(TASK ITEM)
For each line below that includes the word "primary", make a copy.

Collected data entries
========
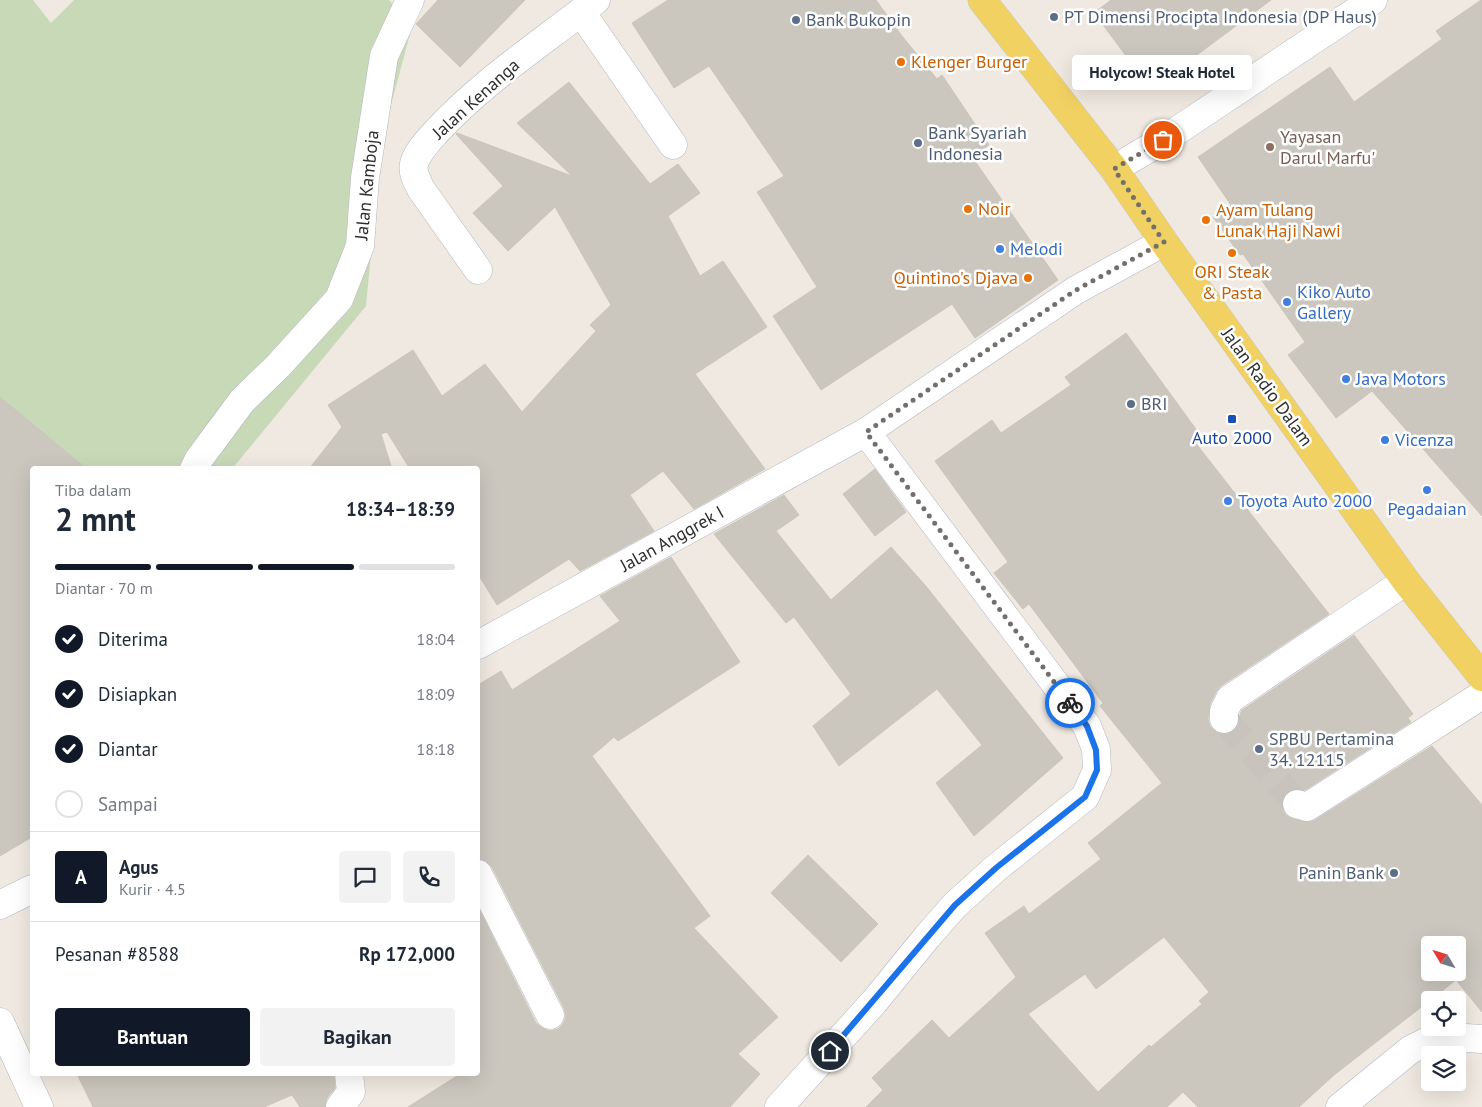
<!DOCTYPE html>
<html lang="id">
<meta charset="utf-8">
<style>
:root{--surface:#fff;--page:#f2f2f3;--text:#1f2937;--muted:#747a83;--line:#e0e1e3;--accent:#111827}
body{margin:0;font-family:"PT Sans",sans-serif;background:var(--page);color:var(--text);height:100vh;display:flex;flex-direction:column;font-size:19px;white-space:nowrap}
*{box-sizing:border-box;margin:0}
p{font-size:16px;color:var(--muted)}
.icon{flex:none;width:28px;height:28px;fill:none;stroke:currentColor;stroke-width:2;stroke-linecap:round;stroke-linejoin:round}
.map{position:relative;flex:1;overflow:hidden}
.details{position:absolute;left:30px;top:466px;width:450px;height:610px;display:flex;flex-direction:column;background:var(--surface);border-radius:5px;box-shadow:0 5px 20px #0002}
.details>*{flex:none}
.needle{width:32px;rotate:308deg}
.buttons{position:absolute;left:1421px;top:936px;display:grid;gap:10px}
.buttons a{display:grid;place-items:center;width:45px;height:45px;border-radius:5px;background:var(--surface);box-shadow:0 5px 20px #0002;font-size:25px}
.pin{position:absolute;display:grid;place-items:center;width:42px;height:42px;color:#fff;margin:-21px;border:2px solid #fff;border-radius:50%;box-shadow:0 1px 5px #0007}
.courier{position:absolute;display:grid;place-items:center;width:50px;height:50px;margin:-25px;border:4px solid #1a73e8;border-radius:50%;background:#fff;color:#222;box-shadow:0 1px 6px #0007}
.bubble{position:absolute;height:35px;border-radius:5px;background:var(--surface);box-shadow:0 5px 20px #0002;font-size:16px;font-weight:800;line-height:35px;text-align:center}
.overview em{font-style:normal;font-weight:800}
.overview div{display:flex;flex-direction:column-reverse}
.overview{display:flex;align-items:center;justify-content:space-between;height:85px;padding:0 25px}
h1{font-size:32px;font-weight:800;line-height:38px}
.bar{display:grid;grid-template-columns:repeat(4,1fr);gap:8px 5px;align-content:center;height:60px;padding:0 25px}
.bar i{height:6px;border-radius:4px;background:var(--line)}
.bar .on{background:var(--accent)}
.bar p{grid-column:span 4}
.line{display:flex;align-items:center;gap:12px;padding:0 25px;border-top:1px solid var(--line)}
.line div{flex:1}
.round{display:grid;place-items:center;flex:none;width:52px;height:52px;border-radius:5px;background:var(--page)}
ol{padding:0 25px;list-style:none}
li{display:flex;align-items:center;gap:15px;height:55px}
li p{margin-inline-start:auto}
li .icon{padding:5px;border-radius:50%;background:var(--accent);color:#fff;stroke-width:4}
li:last-child{color:var(--muted)}
li i{width:28px;height:28px;border:2px solid var(--line);border-radius:50%}
.primary-button{display:flex;gap:10px;margin-top:auto;padding:10px 25px}
.primary-button a{flex:1;height:58px;border-radius:5px;background:var(--accent);color:#fff;font-size:20px;font-weight:800;line-height:58px;text-align:center}
.primary-button a+a{background:var(--page);color:var(--text)}
.map>svg:first-child{display:block}
</style>
<div class="map">
<svg width="1482" height="1107" viewBox="0 0 1482 1107">
<rect width="100%" height="100%" fill="#efe9e1"/>
<path fill="#c8d9b8" d="M0,0h33l18,23 23,-23h315l23,27 -30,111 -16,168 -134,163h-175l-57,-50z"/>
<g fill="#cbc7bf" stroke="#cbc5ba" fill-rule="evenodd">
<path d="M438,0h87l-65,67 -44,-43z"/>
<path d="M668,0h208l26,36 35,43 5,-4 47,70 -17,12 86,123 -83,58 -23,-34 -131,86 -48,-74 44,-29 -60,-95 27,-16 -75,-110 -35,22 -42,-65z"/>
<path d="M1111,0h160l-120,89 -57,-76z"/>
<path d="M1481,0h1v516l-110,-125 -36,27 -48,-63 17,-13 -62,-88 -3,1 -27,-38 18,-12 -33,-48 132,-90 24,35 88,-63 -6,-8z"/>
<path d="M569,82l81,102 28,-20 22,29 -32,23 32,60 23,-15 44,66 -72,47 70,95 -71,40 -31,-38 -33,24 24,36 -74,40 -11,-12 -72,46 -19,-31v-105h-68l-23,-37 -6,2 11,35h-83l33,-42 -14,-22 85,-55 29,46 43,-32 37,48 74,-81 -6,-6 21,-20 -56,-98 -47,44 -35,-38 30,-27 -47,-52 1,-1 115,43 -55,-53z"/>
<path d="M1126,333l72,99 -7,5 138,177 -108,72 -5,6 -6,12 -2,15 2,7 7,7 7,2 8,-3 6,-6 2,-11 2,-5 112,-75 59,79 -5,4 3,4 -106,68 -11,-1 -7,3 -5,8v8l4,7 7,4 16,3 6,-2 117,-74 50,59v207l-26,-32 -122,95 -35,32h-101l-15,-15 -16,15h-301l17,-17 -11,-12 60,-58 17,18 67,-61 -31,-44 39,-27 5,8 72,-55 -13,-16 74,-60 -62,-77 3,-3 -74,-99 -6,5 -29,-36 14,-11 -73,-101 57,-41 9,13 70,-48 -6,-8zM1164,937l45,55 -10,9 3,3 -51,43 -2,-2 -51,47 -70,-78 57,-40 11,15zM1430,945h28v27h-28z"/>
<path d="M0,397l87,72h-55v368l-32,19z"/>
<path d="M875,469l31,43 -31,24 -32,-42z"/>
<path d="M784,495l15,20 -23,16 55,69 60,-53 34,38 138,173 -89,78 -38,-53 46,-38 -45,-56 -98,77 -26,-40 38,-32 -57,-77 -8,6 -72,-89z"/>
<path d="M671,557l69,105 -122,79 -4,-4 -22,19 118,160 -16,12 84,89 -40,37 22,20 -30,33h-322l52,-33h18v-167l58,116 6,5 8,3 8,-2 5,-5 3,-8 -2,-8 -72,-141 -6,-6 -8,-2v-174l23,-14 11,19 108,-69 -20,-25z"/>
<path d="M808,855l70,69 -37,38 -70,-69z"/>
<path d="M77,1074h257l1,14 -8,10 -2,9h-25l-8,-12 -28,12h-171z"/>
</g>
<g fill="none" stroke-linecap="round" stroke-linejoin="round">
<path stroke="#c8c4bd" stroke-width="28" stroke-dasharray="28 14" stroke-linecap="butt" d="M1224,719l73,85"/>
<g stroke="#b4b7c1" stroke-width="29">
<g id="minor">
<path d="M581,12l92,133"/>
<path d="M1114,169l49,-29 210,-140"/>
<path d="M478,270l-57,-81c-4,-8 -9,-16 -7,-25 3,-12 14,-23 22,-32 47,-51 106,-89 160,-132"/>
<path d="M194,469l5,-10 43,-58 36,-35 61,-67 21,-53 5,-68 19,-122 26,-56"/>
<path d="M478,645l388,-213 210,-142 88,-48"/>
<path d="M1224,719v-8l6,-12 176,-118"/>
<path d="M1297,804l10,3 175,-112"/>
<path d="M478,874l72,141"/>
<path d="M0,905l32,-16"/>
<path d="M0,1022l39,85"/>
<path d="M340,1107l11,-15 -2,-18"/>
<path d="M779,1107l95,-105 53,-65 28,-32 41,-37 89,-71 12,-27 -1,-21 -9,-23 -221,-294"/>
<path d="M1340,1107l70,-57 22,-11 19,-2 31,2"/>
</g>
</g>
<g stroke="#c9c9c9" stroke-width="29">
<path id="major" d="M982,0l132,169 50,73 242,339 76,96"/>
</g>
<use href="#minor" stroke="#fff" stroke-width="28"/>
<use href="#major" stroke="#f2d163" stroke-width="28"/>
</g>
<g fill="none" stroke-linecap="round" stroke-linejoin="round">
<path stroke="#726f6d" stroke-width="5" stroke-dasharray="0 9" d="M1070,703l-204,-271 210,-142 88,-48 -50,-73 49,-29"/>
<path stroke="#1a73e8" stroke-width="6" d="M830,1051l125,-146 41,-37 89,-71 12,-27 -1,-20 -9,-24 -17,-23"/>
</g>
<g fill="#5c6f8a" stroke="#fff" stroke-width="2">
<circle cx="1054" cy="17" r="5"/>
<circle cx="796" cy="20" r="5"/>
<circle cx="918" cy="143" r="5"/>
<circle cx="1131" cy="404" r="5"/>
<circle cx="1259" cy="749" r="5"/>
<circle cx="1394" cy="873" r="5"/>
</g>
<g fill="#e8710a" stroke="#fff" stroke-width="2">
<circle cx="901" cy="62" r="5"/>
<circle cx="968" cy="209" r="5"/>
<circle cx="1206" cy="220" r="5"/>
<circle cx="1232" cy="253" r="5"/>
<circle cx="1028" cy="278" r="5"/>
</g>
<circle fill="#8d6e63" stroke="#fff" stroke-width="2" cx="1270" cy="147" r="5"/>
<g fill="#3f7fe0" stroke="#fff" stroke-width="2">
<circle cx="1000" cy="249" r="5"/>
<circle cx="1287" cy="302" r="5"/>
<circle cx="1346" cy="379" r="5"/>
<circle cx="1385" cy="440" r="5"/>
<circle cx="1427" cy="490" r="5"/>
<circle cx="1228" cy="501" r="5"/>
</g>
<rect fill="#1a4fb4" stroke="#fff" stroke-width="2" x="1227" y="414" width="10" height="10" rx="2.5"/>
<g text-anchor="middle" stroke-width="5" stroke-linejoin="round" paint-order="stroke">
<g font-size="18" fill="#4e5e75" stroke="#fff" text-anchor="start">
<text x="1064" y="23">PT Dimensi Procipta Indonesia (DP Haus)</text>
<text x="806" y="26">Bank Bukopin</text>
<text x="928" y="139">Bank Syariah<tspan x="928" dy="21">Indonesia</tspan></text>
<text x="1141" y="410">BRI</text>
<text x="1269" y="745">SPBU Pertamina<tspan x="1269" dy="21">34. 12115</tspan></text>
<text x="1384" y="879" text-anchor="end">Panin Bank</text>
</g>
<g font-size="18" fill="#c56008" stroke="#fff" text-anchor="start">
<text x="911" y="68">Klenger Burger</text>
<text x="978" y="215">Noir</text>
<text x="1216" y="216">Ayam Tulang<tspan x="1216" dy="21">Lunak Haji Nawi</tspan></text>
<text x="1232" y="278" text-anchor="middle">ORI Steak<tspan x="1232" dy="21">&amp; Pasta</tspan></text>
<text x="1018" y="284" text-anchor="end">Quintino's Djava</text>
</g>
<g font-size="18" fill="#2e2e2e" stroke="#fff">
<text transform="translate(476 99) rotate(-42)" y="6">Jalan Kenanga</text>
<text transform="translate(367 185) rotate(-84)" y="6">Jalan Kamboja</text>
<text transform="translate(1267 387) rotate(54)" y="6">Jalan Radio Dalam</text>
<text transform="translate(672 539) rotate(-29)" y="6">Jalan Anggrek I</text>
</g>
<g font-size="18" fill="#785e54" stroke="#fff" text-anchor="start">
<text x="1280" y="143">Yayasan<tspan x="1280" dy="21">Darul Marfu'</tspan></text>
</g>
<g font-size="18" fill="#366cbe" stroke="#fff" text-anchor="start">
<text x="1010" y="255">Melodi</text>
<text x="1297" y="298">Kiko Auto<tspan x="1297" dy="21">Gallery</tspan></text>
<text x="1356" y="385">Java Motors</text>
<text x="1395" y="446">Vicenza</text>
<text x="1238" y="507">Toyota Auto 2000</text>
<text x="1427" y="515" text-anchor="middle">Pegadaian</text>
</g>
<g font-size="18" fill="#164399" stroke="#fff">
<text x="1232" y="444">Auto 2000</text>
</g>
</g>
</svg>
<div class="buttons">
<a><svg class="needle" viewBox="-14 -14 28 28"><path d="M0-13l5 13h-10z" fill="#e53935"/><path d="M0 13l5-13h-10z" fill="#747a83"/></svg></a>
<a><svg class="icon" aria-label="locate" viewBox="0 0 24 24"><circle cx="12" cy="12" r="6"/><path d="M12 2v4M12 18v4M2 12h4M18 12h4"/></svg></a>
<a><svg class="icon" aria-label="layers" viewBox="0 0 24 24"><path d="M12 4l9 5-9 5-9-5zM3 14l9 5 9-5"/></svg></a>
</div>
<div class="pin" style="left:1163px;top:140px;background:#ea580c"><svg class="icon" aria-label="bag" viewBox="0 0 24 24"><path d="M5 8h14l-1 12H6zM9 8a3 3 0 0 1 6 0"/></svg></div>
<div class="pin" style="left:830px;top:1051px;background:#1f2937"><svg class="icon" aria-label="home" viewBox="0 0 24 24"><path d="M3 11l9-7 9 7M6 9v11h12V9"/></svg></div>
<div class="courier" style="left:1070px;top:703px"><svg class="icon" aria-label="bike" viewBox="0 0 24 24"><circle cx="6" cy="16" r="4"/><circle cx="18" cy="16" r="4"/><path d="M6 16l4-8h5l3 8M10 8l3 8H6M13 5h3"/></svg></div>
<div class="bubble" style="left:1072px;top:55px;width:180px">Holycow! Steak Hotel</div>
<section class="details">
<div class="overview"><div><h1>2 mnt</h1><p>Tiba dalam</p></div><em>18:34–18:39</em></div>
<div class="bar"><i class="on"></i><i class="on"></i><i class="on"></i><i></i><p>Diantar · 70 m</p></div>
<ol>
<li><svg class="icon" aria-label="check" viewBox="0 0 24 24"><path d="M5 12l5 5 9-10"/></svg>Diterima<p>18:04</p></li>
<li><svg class="icon" aria-label="check" viewBox="0 0 24 24"><path d="M5 12l5 5 9-10"/></svg>Disiapkan<p>18:09</p></li>
<li><svg class="icon" aria-label="check" viewBox="0 0 24 24"><path d="M5 12l5 5 9-10"/></svg>Diantar<p>18:18</p></li>
<li><i></i>Sampai</li>
</ol>
<div class="line" style="height:90px"><b class="round" style="background:var(--accent);color:#fff">A</b><div><b>Agus</b><p>Kurir · 4.5</p></div><a class="round"><svg class="icon" aria-label="chat" viewBox="0 0 24 24"><path d="M4 5h16v11H9l-5 4z"/></svg></a><a class="round"><svg class="icon" aria-label="phone" viewBox="0 0 24 24"><path d="M5 4h4l2 5-3 2q2 4 5 5l2-3 5 2v4C11 20 4 13 5 4z"/></svg></a></div>
<div class="line" style="height:65px"><div>Pesanan #8588</div><b>Rp 172,000</b></div>
<div class="primary-button"><a>Bantuan</a><a>Bagikan</a></div>
</section>
</div>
========
(SOLUTION TO THIS PROBLEM)
.primary-button{display:flex;gap:10px;margin-top:auto;padding:10px 25px}
.primary-button a{flex:1;height:58px;border-radius:5px;background:var(--accent);color:#fff;font-size:20px;font-weight:800;line-height:58px;text-align:center}
.primary-button a+a{background:var(--page);color:var(--text)}
<div class="primary-button"><a>Bantuan</a><a>Bagikan</a></div>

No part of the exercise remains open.